Налетевший скепсис был отчаянной попыткой разума задавить зародившиеся во мне чувства. Но этого так и не произошло. В моей памяти всплыл наш с Лаурой разговор прошлым вечером. Каждое ее слово, каждое движение были все еще свежи. И так же свежи были чувства, которые я тогда испытал. Присмотревшись к себе глубже, я вынужден был признаться, что все еще верю в ее искренность. И вовсе не хочу себя в этом разубеждать.
— Да какая вообще разница? — проворчал я раздосадовано. — Какая разница, хорошая она или плохая! Есть сотни причин, почему ничего не может быть. Почему я вообще об этом думаю?
С размышлений о моих чувствах к Лауре сознание переползло на мысли о еще более тонких материях.

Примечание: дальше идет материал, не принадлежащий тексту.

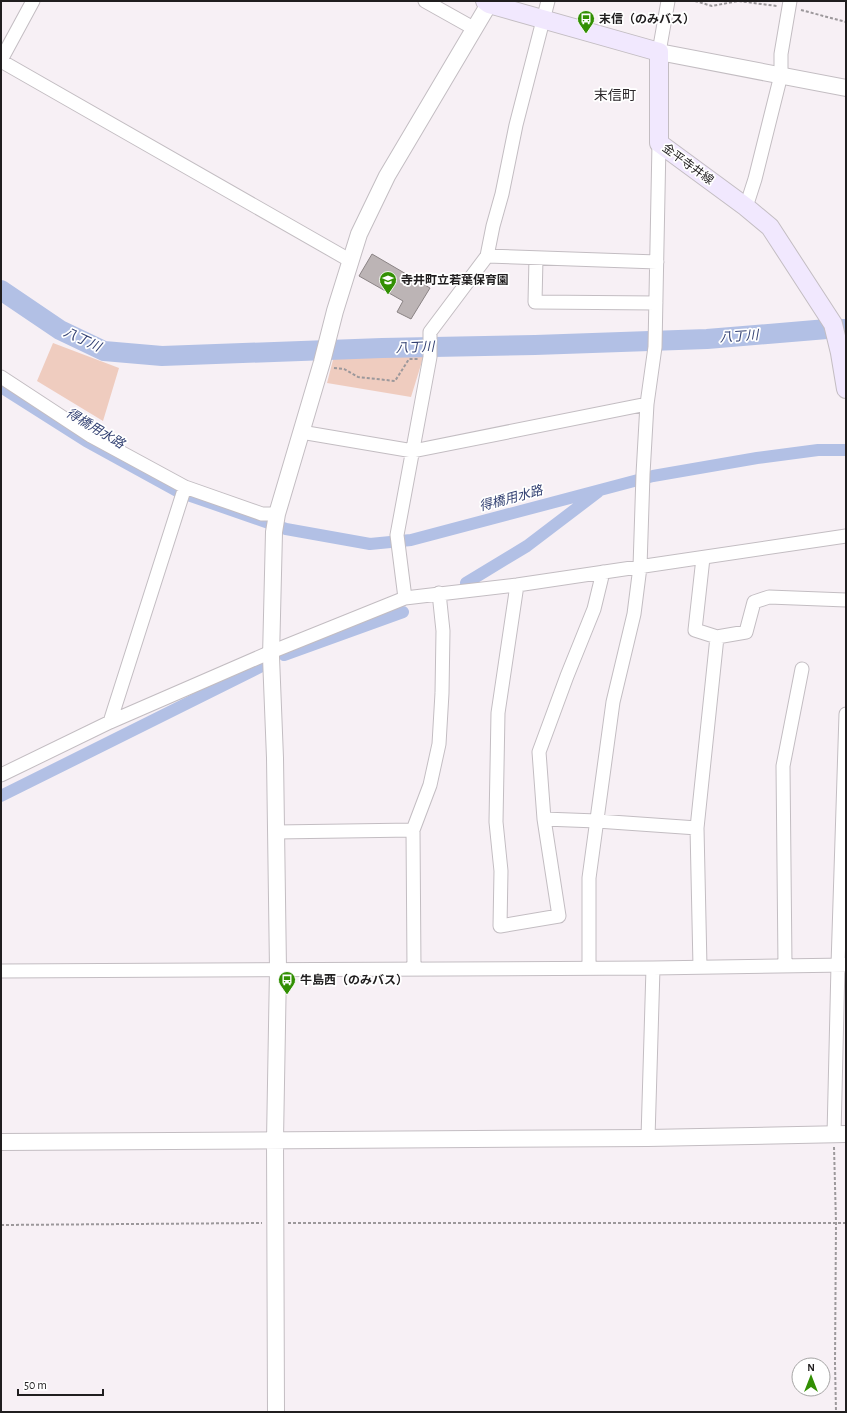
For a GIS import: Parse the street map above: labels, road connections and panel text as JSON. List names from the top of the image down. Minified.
{"streets":{"main road":["金平寺井線"]},"districts":["末信町"],"water":["八丁川","得橋用水路"],"places":{"bus stop":["末信（のみバス）","牛島西（のみバス）"],"school or university":["寺井町立若葉保育園"]},"scale_bar":"50 m","north":"top"}
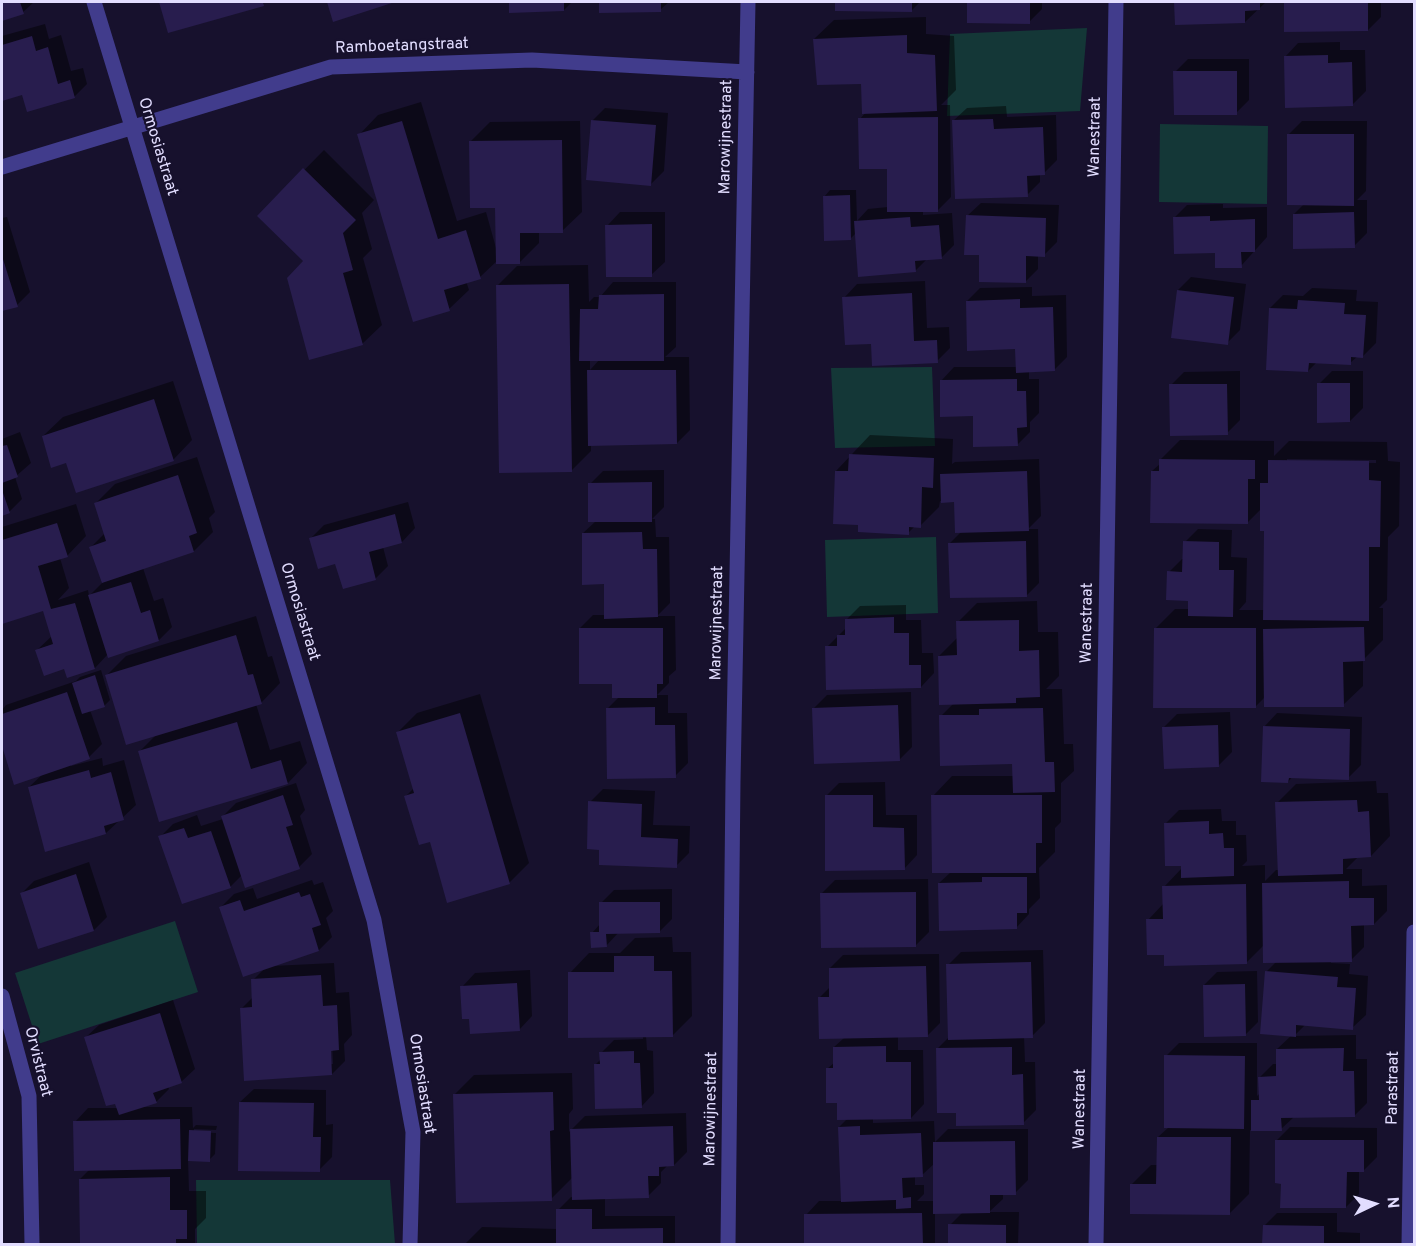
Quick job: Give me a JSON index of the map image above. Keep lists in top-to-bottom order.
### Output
{
  "streets": {
    "street": [
      "Ramboetangstraat",
      "Marowijnestraat",
      "Wanestraat",
      "Ormosiastraat",
      "Orvistraat",
      "Parastraat"
    ]
  },
  "crossings": [
    ["Ramboetangstraat", "Marowijnestraat"],
    ["Ramboetangstraat", "Ormosiastraat"]
  ],
  "north": "right"
}
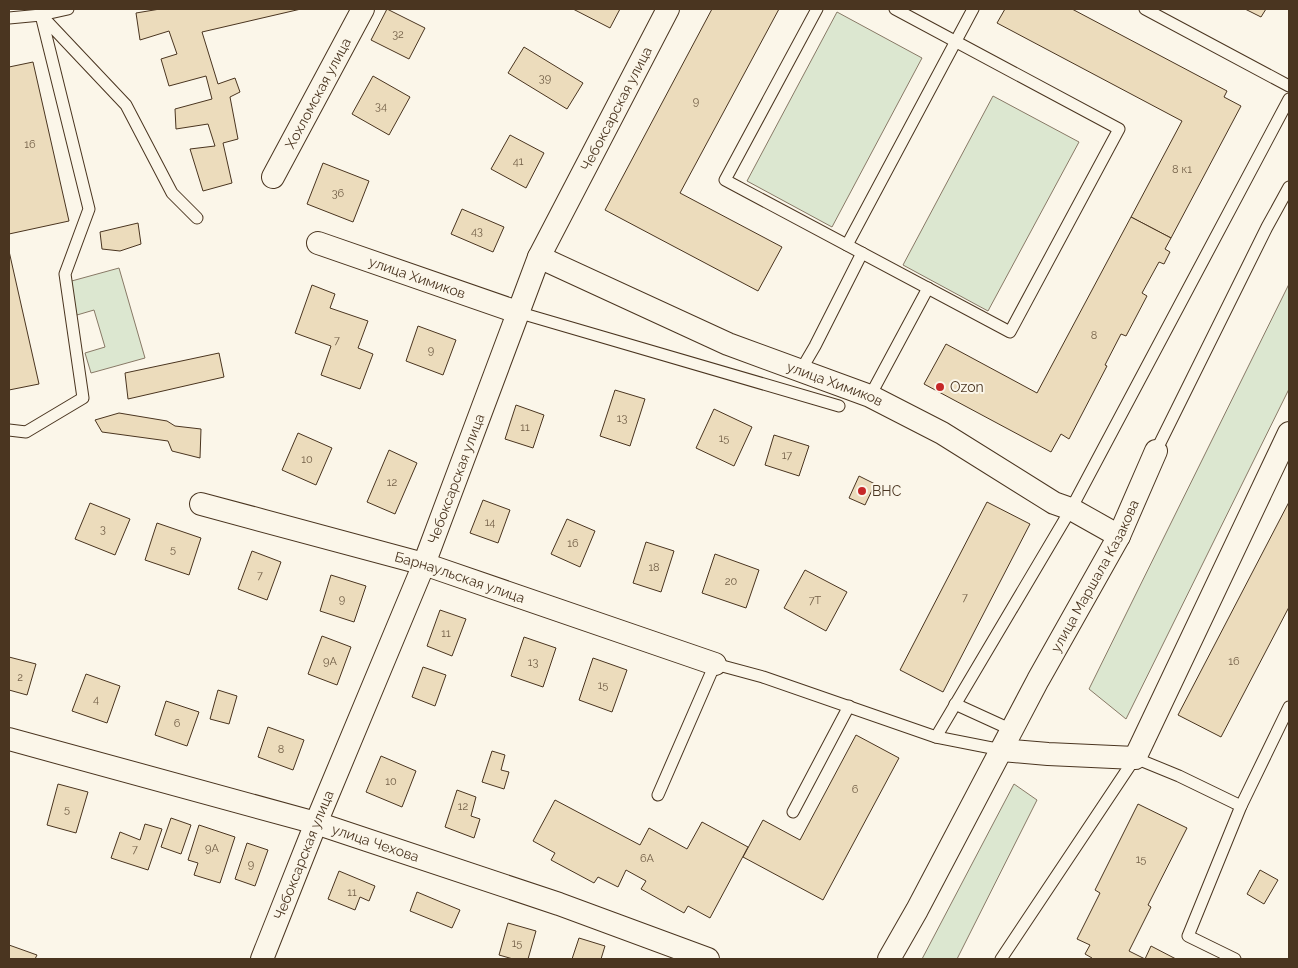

Эти мысли разбередил во мне еще Питер Коллинз во время последней нашей с ним беседы. И с момента смерти Питера они больше не отступали. Сегодняшний день стал апофеозом этих терзаний. Как я не старался скрыться от окружающей действительности в своем панцире и сосредоточиться на рутине, вся Вселенная, кажется, толкала меня к самоопределению. Каждый встречный, начиная от Рины Кейдж и заканчивая Лейлой Аль Кадри, волей или неволей ставил передо мной ребром важные вопросы, ответов на которые я тщательно избегал весь тот год, который прошёл после моей выписки из госпиталя. Если отбросить лишние сущности, то вопрос был всего один. И его уже давно озвучил за меня герой известного романа Достоевского, перед тем как зарубить некую старуху топором.
Может быть, когда-то я просто заблуждался — не был до конца уверен, где правда, а где ложь, где добро, а где зло. Но теперь это больше не могло быть для меня оправданием. Я не был дураком, и все прекрасно понимал. Это понимание было со мной в каждом ночном кошмаре. Оно было в угрызениях совести, которые я испытывал, оставаясь наедине со своими мыслями. Оно было со мной в минуты раскаяния, когда я молил Бога, если он есть, простить меня за все, что я натворил.
Все они были правы насчет меня: Питер, Гунвей, Лаура, Джером, Клаудия, Лейла. Я всегда находил аргументы, чтобы возразить им. Но ни в один из этих аргументов, в глубине души, я не верил. Правда была та в том, что я до смерти боялся их: Чхона, Гаррисона, Блэка, Штагера, Ленца. Я склонился перед их властью и могуществом. Смирился с торжеством зла и лжи ради того, чтобы купить себе спокойный остаток жизни. Я убеждал себя и всех вокруг в том, что мною руководят мудрость и здравомыслие. Но на самом деле я был ведом одним лишь страхом. Вот и вся правда обо мне — сыне Владимира и Катерины Войцеховских…
Пребывая в плену у тяжких мыслей, я практически перестал следить за дорогой. Скутер скользил вперед с максимальной скоростью, на которую был способен его электрический двигатель, порядка восьмидесяти миль в час. Мои руки сжали руль так крепко, словно пытались его сломать. И я сам не заметил, как траектория моего движения изменилась и я начал плавно приближаться к правому краю моей полосы, за которым с шальной скоростью проносились мимо груженые фуры.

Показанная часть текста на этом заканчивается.